3. Sensory friendly homework spot
Some children work best in a quiet, distraction free environment. Others need to change positions frequently, others need to have alternative seating options or have the radio on. As a parent of sensory smart child, you need to find the best way to present the homework spot depending upon your child’s needs. Make sure you cater for those sensory needs so you can help your child regulate and cope better with such tasks. You might need to consult with your occupational therapist to help you find the best sensory strategies.

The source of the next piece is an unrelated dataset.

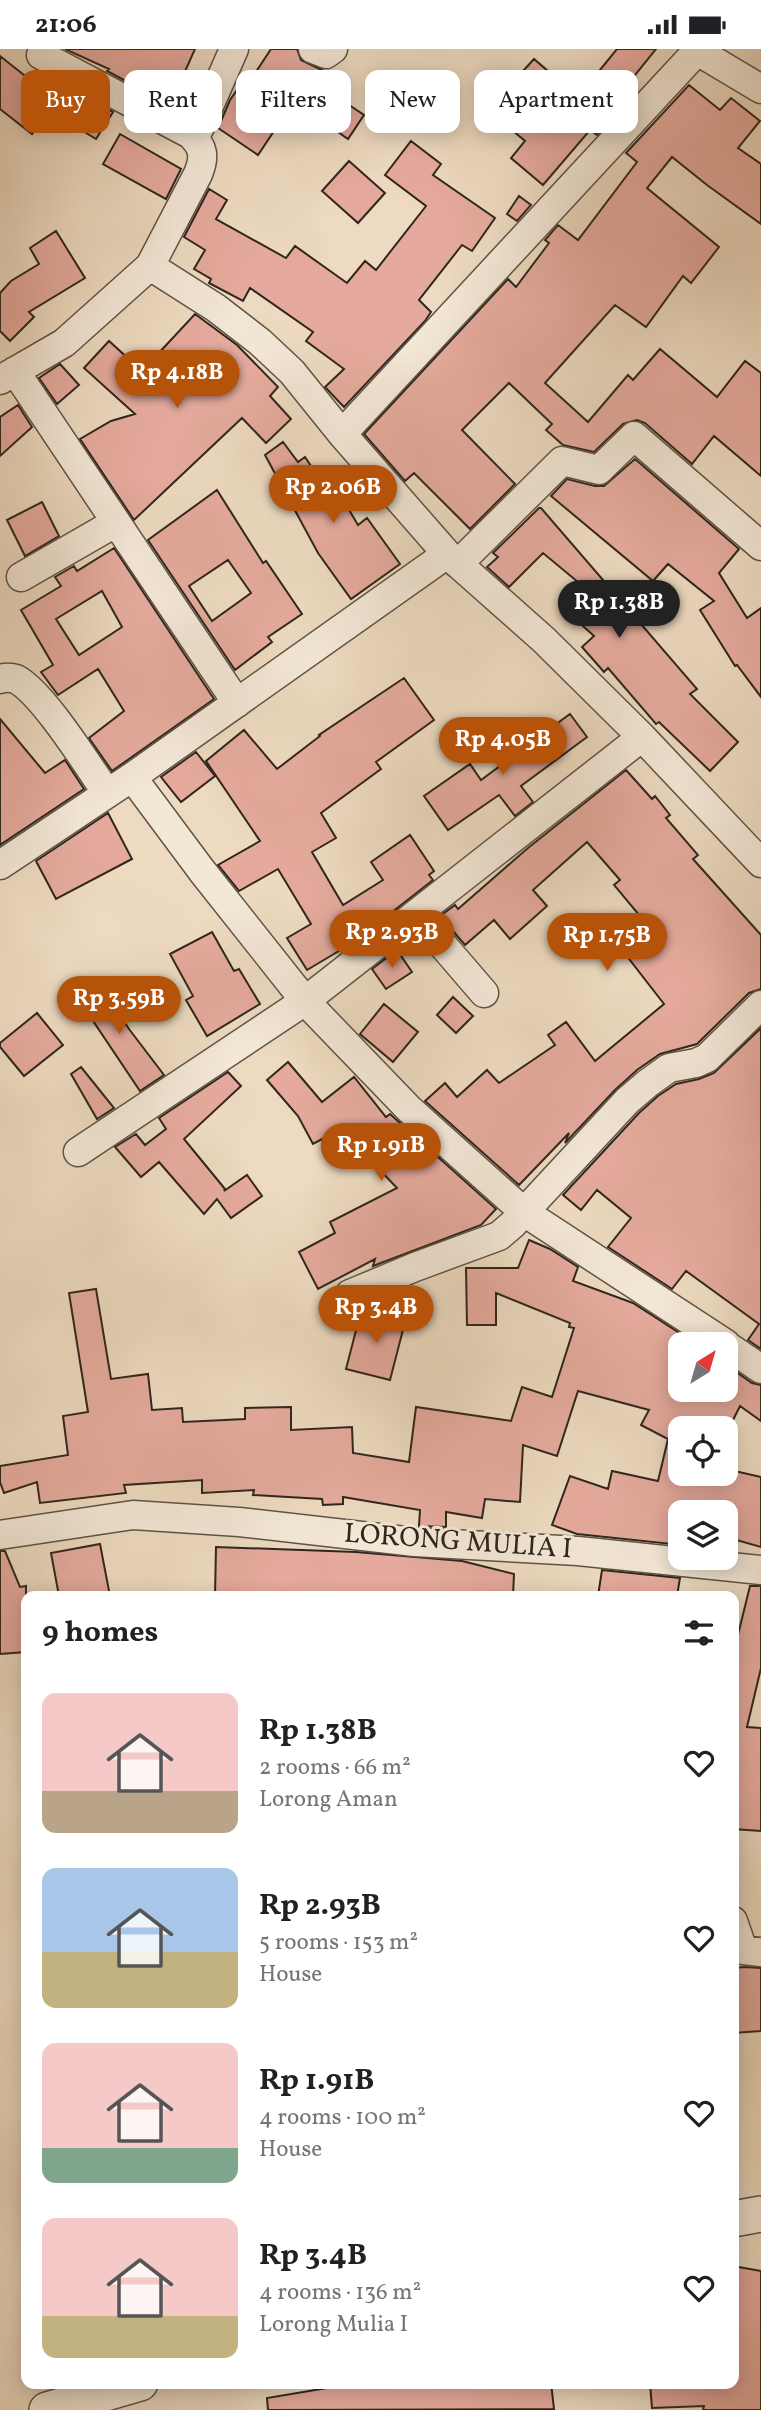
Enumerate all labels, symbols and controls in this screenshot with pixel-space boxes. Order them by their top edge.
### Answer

Try to make the homework spot a place where the child wants to be. Doing the homework at the dining table or in the living area is not the ideal handwriting spot for your child. Those spaces have specific functions and are mostly suited for other family tasks such as leisure or mealtime.
4. Liaise with teacher
Some children might be refusing to do their homework because they are struggling but don’t know how to tell you. Avoid putting high expectations on your child and discuss with them what they are feeling during homework and school work. Reach out to their teacher and discuss in further detail their literacy and academic abilities. Discuss with their teacher the best way to address this issue such as decrease homework load and repeat previous lessons. If your child is struggling in such areas you might need to seek specialist advice from an educational psychologist or literacy specialist.
5. Mum and me playtime
Reward your child by finding the time to do an activity with them together after they finish off their work. Our busy lives might get in the way of acknowledging the importance of play and how we can simply reward by having fun together. If your child is a sensory craver try to carry out activities with intense sensory input while if your child has a sensory sensitive profile engage in more sedentary tasks. You might be lucky and find time to visit the local playground which will surely give your child a break from the home and daily chores.